Morgan Stanley doesn’t comment on personnel issues, Cheung Po-ling, a spokeswoman, said by telephone from Hong Kong.
The departures were reported yesterday by capital markets news service IFR Asia, which said the two bankers’ resignations will be effective in January to ensure they receive their bonuses, citing a person it didn’t identify.
E-mails sent today to Ong, an executive director, and Managing Director Abuali’s Morgan Stanley addresses were bounced back. Abuali’s automated reply said that he will be “out of the office through Jan. 2, 2007” and referred queries to Scott Gaynor, a Hong Kong-based Morgan Stanley banker.
Merger Adviser
Gaynor declined to comment when contacted by telephone today, and said he wasn’t able to pass on Abuali’s contact details. There was no listing under the name Abuali in the Hong Kong telephone directory. Calls to the Singapore number of Celicia Ong, the only entry under that name, went unanswered.

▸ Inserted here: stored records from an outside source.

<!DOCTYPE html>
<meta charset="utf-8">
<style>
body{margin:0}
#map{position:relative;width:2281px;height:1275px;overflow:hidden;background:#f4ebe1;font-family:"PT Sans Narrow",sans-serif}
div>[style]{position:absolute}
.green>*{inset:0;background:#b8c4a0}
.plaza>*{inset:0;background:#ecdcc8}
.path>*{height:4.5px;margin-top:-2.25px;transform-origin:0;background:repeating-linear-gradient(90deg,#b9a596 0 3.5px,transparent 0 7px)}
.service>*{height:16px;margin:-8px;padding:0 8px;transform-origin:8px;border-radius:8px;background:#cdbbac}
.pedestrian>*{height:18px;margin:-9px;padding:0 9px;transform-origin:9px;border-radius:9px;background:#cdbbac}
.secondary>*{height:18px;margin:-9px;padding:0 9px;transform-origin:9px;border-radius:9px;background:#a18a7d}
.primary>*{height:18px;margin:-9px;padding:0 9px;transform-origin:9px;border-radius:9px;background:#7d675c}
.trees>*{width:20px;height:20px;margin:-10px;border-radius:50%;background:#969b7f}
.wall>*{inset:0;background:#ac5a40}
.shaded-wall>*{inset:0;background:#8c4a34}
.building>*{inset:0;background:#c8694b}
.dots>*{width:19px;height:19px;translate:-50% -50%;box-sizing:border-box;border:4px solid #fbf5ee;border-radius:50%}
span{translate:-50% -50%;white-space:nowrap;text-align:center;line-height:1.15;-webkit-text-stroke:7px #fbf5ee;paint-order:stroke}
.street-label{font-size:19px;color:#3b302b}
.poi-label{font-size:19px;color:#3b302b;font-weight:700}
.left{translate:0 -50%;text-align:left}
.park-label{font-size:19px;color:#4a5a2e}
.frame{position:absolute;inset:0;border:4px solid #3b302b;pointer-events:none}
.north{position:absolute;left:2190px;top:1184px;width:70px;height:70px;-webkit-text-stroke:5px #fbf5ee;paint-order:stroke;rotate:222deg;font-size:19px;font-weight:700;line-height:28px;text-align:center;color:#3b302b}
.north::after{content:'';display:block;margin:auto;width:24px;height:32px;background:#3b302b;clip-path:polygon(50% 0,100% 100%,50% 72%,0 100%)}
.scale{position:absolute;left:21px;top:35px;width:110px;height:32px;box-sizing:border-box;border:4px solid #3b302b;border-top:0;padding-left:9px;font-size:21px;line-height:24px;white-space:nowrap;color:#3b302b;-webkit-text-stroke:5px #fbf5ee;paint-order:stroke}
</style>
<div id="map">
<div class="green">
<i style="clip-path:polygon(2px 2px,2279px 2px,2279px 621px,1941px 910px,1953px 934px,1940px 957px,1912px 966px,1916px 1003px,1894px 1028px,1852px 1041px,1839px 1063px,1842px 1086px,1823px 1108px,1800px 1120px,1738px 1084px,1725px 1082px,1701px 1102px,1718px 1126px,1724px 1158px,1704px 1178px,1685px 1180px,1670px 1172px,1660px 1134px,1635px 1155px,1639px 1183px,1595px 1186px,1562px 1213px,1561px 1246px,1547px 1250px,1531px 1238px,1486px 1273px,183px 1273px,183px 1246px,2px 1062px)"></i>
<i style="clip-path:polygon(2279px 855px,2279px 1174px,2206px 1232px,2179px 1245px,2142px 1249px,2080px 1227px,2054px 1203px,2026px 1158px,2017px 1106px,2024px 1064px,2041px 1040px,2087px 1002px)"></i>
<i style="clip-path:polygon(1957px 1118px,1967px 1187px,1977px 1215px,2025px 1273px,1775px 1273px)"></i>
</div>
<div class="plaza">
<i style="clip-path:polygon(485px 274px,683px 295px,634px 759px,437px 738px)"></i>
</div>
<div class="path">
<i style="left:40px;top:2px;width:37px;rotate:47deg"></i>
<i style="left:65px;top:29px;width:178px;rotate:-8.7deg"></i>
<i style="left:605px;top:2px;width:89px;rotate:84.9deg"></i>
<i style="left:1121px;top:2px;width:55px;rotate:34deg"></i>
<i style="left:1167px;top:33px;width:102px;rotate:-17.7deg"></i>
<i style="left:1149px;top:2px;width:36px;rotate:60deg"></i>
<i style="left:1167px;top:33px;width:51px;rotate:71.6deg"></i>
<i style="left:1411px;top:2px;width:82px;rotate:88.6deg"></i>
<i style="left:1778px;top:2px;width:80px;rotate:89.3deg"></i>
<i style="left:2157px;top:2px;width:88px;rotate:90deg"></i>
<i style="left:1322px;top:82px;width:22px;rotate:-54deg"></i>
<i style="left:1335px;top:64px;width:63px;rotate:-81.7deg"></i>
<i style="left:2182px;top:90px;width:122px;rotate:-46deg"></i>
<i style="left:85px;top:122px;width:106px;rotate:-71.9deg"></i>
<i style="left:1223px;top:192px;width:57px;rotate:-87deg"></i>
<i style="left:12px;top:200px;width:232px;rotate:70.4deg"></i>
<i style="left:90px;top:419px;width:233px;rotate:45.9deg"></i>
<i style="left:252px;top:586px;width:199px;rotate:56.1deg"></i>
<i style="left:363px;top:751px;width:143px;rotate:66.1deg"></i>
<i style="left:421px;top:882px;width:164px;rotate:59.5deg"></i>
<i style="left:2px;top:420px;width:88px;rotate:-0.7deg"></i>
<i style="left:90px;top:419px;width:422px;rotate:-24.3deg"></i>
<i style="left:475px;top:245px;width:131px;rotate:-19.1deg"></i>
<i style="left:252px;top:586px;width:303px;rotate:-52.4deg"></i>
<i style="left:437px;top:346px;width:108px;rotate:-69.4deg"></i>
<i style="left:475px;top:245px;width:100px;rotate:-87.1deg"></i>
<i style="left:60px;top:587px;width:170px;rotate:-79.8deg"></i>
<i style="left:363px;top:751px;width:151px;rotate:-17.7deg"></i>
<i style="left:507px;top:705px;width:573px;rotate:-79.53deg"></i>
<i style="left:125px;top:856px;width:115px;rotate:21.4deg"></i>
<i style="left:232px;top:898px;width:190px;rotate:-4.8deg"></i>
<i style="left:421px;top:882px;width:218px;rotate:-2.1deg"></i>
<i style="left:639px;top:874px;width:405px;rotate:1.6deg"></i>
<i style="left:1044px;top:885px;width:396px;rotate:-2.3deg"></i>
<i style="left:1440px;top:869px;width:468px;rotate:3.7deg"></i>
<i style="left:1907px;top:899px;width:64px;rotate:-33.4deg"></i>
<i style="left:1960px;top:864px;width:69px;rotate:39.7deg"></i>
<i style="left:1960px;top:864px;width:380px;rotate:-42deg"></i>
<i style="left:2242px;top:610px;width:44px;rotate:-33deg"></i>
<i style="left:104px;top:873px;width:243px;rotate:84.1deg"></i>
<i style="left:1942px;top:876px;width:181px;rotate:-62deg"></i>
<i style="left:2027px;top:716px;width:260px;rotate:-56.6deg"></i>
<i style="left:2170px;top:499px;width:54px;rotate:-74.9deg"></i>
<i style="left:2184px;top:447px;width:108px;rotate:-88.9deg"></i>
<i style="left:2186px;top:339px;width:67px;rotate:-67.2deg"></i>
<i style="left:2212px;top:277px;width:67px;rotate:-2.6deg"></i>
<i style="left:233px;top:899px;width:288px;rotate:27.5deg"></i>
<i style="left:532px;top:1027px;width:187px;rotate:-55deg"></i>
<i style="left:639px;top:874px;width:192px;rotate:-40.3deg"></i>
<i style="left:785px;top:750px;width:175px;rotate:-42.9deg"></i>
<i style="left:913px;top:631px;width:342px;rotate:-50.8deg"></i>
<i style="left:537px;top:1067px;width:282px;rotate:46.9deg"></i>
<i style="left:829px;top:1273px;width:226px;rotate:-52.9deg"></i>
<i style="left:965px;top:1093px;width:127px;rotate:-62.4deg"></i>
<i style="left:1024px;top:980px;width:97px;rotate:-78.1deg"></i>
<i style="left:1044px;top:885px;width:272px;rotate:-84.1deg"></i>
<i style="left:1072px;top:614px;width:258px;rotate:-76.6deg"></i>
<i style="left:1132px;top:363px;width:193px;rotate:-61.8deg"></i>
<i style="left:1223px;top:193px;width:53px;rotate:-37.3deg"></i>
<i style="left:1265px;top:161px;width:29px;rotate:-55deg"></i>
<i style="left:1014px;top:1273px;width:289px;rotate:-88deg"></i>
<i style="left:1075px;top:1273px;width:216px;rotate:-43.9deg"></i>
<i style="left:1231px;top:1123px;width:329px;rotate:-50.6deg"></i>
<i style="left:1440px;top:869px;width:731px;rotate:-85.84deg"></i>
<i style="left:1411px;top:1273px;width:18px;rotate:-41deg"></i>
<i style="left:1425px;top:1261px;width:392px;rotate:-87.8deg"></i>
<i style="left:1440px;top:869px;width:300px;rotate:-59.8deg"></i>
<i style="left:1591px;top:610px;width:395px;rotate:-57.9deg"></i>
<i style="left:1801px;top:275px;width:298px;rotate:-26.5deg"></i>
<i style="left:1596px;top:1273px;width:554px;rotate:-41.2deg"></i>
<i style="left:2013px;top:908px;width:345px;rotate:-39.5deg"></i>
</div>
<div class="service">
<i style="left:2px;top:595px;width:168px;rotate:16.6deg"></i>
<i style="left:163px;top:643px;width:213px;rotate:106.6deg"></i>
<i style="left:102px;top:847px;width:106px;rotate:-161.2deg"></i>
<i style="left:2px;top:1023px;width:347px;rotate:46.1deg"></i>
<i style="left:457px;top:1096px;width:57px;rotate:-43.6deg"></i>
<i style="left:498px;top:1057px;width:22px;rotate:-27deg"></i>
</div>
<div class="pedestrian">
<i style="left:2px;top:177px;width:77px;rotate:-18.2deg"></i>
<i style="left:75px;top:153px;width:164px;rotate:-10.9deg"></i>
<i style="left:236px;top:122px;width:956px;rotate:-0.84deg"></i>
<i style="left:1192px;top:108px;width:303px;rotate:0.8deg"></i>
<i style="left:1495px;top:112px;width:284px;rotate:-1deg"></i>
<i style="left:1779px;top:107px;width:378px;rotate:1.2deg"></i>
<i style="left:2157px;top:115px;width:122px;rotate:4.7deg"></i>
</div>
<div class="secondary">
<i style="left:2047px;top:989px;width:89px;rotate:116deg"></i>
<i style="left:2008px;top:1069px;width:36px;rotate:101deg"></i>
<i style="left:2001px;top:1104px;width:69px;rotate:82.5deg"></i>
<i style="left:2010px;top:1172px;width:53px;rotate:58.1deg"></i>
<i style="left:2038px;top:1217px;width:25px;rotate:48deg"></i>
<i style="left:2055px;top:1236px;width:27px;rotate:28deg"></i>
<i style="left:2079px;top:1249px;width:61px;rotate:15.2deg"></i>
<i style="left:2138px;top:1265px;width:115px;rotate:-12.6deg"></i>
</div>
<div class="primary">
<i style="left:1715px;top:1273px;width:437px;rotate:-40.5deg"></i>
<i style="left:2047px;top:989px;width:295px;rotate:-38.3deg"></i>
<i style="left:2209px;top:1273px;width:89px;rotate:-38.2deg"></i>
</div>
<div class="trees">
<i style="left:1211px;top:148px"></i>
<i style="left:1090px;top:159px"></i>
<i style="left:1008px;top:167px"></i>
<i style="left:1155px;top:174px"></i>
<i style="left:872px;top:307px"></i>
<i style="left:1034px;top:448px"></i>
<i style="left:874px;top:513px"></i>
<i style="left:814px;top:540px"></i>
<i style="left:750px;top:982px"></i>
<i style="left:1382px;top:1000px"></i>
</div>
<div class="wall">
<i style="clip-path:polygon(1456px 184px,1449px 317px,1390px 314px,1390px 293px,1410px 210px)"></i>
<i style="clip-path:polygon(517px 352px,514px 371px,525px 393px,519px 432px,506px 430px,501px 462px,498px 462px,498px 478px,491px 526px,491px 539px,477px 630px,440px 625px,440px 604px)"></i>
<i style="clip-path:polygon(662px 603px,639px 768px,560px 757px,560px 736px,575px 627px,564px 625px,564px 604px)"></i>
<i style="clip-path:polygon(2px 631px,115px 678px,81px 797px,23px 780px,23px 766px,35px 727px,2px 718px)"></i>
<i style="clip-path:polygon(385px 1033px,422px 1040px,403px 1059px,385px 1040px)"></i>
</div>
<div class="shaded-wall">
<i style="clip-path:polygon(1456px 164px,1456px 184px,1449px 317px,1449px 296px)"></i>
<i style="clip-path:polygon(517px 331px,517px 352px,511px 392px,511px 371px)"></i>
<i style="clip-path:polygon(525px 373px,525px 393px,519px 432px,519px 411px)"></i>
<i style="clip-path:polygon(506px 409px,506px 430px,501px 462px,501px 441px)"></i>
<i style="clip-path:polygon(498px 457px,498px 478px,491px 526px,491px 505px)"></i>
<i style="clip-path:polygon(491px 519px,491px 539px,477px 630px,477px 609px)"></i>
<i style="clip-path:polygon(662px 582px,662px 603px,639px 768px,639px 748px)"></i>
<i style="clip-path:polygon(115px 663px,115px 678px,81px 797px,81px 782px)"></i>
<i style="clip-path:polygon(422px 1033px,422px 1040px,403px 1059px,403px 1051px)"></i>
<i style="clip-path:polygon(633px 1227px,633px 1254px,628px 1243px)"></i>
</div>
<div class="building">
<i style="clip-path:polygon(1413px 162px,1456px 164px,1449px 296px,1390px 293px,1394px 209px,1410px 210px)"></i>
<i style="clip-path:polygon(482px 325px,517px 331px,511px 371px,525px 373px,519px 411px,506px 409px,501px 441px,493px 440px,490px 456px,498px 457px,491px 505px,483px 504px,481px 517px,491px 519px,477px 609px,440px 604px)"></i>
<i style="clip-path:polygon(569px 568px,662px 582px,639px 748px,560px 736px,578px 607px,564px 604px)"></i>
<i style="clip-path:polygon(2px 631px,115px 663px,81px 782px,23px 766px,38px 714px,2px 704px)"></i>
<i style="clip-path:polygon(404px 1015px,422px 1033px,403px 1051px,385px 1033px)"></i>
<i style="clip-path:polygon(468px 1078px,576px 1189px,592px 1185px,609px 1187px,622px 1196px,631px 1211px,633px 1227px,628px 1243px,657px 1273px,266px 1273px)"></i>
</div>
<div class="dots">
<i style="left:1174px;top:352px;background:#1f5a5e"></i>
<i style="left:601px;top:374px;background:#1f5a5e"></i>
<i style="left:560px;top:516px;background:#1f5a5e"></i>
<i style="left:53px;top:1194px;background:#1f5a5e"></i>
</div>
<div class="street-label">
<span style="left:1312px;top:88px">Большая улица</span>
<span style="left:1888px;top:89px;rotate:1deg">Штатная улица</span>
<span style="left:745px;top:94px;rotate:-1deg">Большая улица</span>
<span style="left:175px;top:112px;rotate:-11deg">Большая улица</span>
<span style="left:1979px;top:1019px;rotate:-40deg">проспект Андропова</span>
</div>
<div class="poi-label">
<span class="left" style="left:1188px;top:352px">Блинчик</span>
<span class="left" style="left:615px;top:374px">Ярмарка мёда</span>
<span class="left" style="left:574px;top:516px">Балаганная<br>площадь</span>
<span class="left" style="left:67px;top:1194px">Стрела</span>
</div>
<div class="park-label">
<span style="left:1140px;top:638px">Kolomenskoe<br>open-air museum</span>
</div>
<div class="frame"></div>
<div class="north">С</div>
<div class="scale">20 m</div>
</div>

Morgan Stanley ranks second as adviser on mergers involving Singapore companies this year, handling $6.5 billion of transactions, according to data compiled by Bloomberg. It advised Temasek Holdings Pte., the Singapore government’s investment company, in the purchase of a 9.9 percent stake in Mumbai-based Tata Teleservices Ltd.
Morgan Stanley, the No. 4 arranger of stock sales in Asia outside Japan, hasn’t underwritten a Singapore deal this year, Bloomberg data show.
GIC, which manages more than $100 billion of Singapore’s reserves, has earned an average 9.5 percent a year since it was set up in 1981, Chairman Lee Kuan Yew said on July 11. Lee, 83, the founder of modern-day Singapore, remains in the country’s Cabinet today with the title of Minister Mentor.
His eldest son Lee Hsien Loong became Prime Minister in 2004 and Ho Ching, the younger Lee’s second wife, is the chief executive of Temasek.
Xie, a Shanghai-born economist who worked at Morgan Stanley for nine years, sent the e-mail to his colleagues after attending the International Monetary Fund and World Bank annual meetings last month in the Southeast Asian island state. The economist questioned why Singapore was chosen to host the conference, and said delegates “were competing with each other to praise Singapore as the success story of globalization.”
Building Casinos
“Actually, Singapore’s success came mostly from being the money laundering center for corrupt Indonesian businessmen and government officials,” Xie wrote in the e-mail. “Indonesia has no money. So Singapore isn’t doing well.”
Singapore’s $118 billion economy is recovering from three recessions since the 1997 Asian financial crisis, and is expecting growth of as much as 7.5 percent this year. The city- state is grappling with growing competition from China and India, two of the world’s most populous nations, where labor costs are less than a quarter of those in Singapore.
The Singapore government, which is ending a four-decade ban on casinos, plans to triple tourism revenue to $19 billion and double visitors to 17 million by 2015.
“To sustain its economy, Singapore is building casinos to attract corruption money from China,” said Xie, who ranked No. 2 among regional economists in a 2003 Asiamoney magazine survey.
Genting Bhd., Asia’s largest gaming operator by market value, Kerzner International Ltd. and Eighth Wonder yesterday submitted bids to build Singapore’s second casino on its southern island of Sentosa.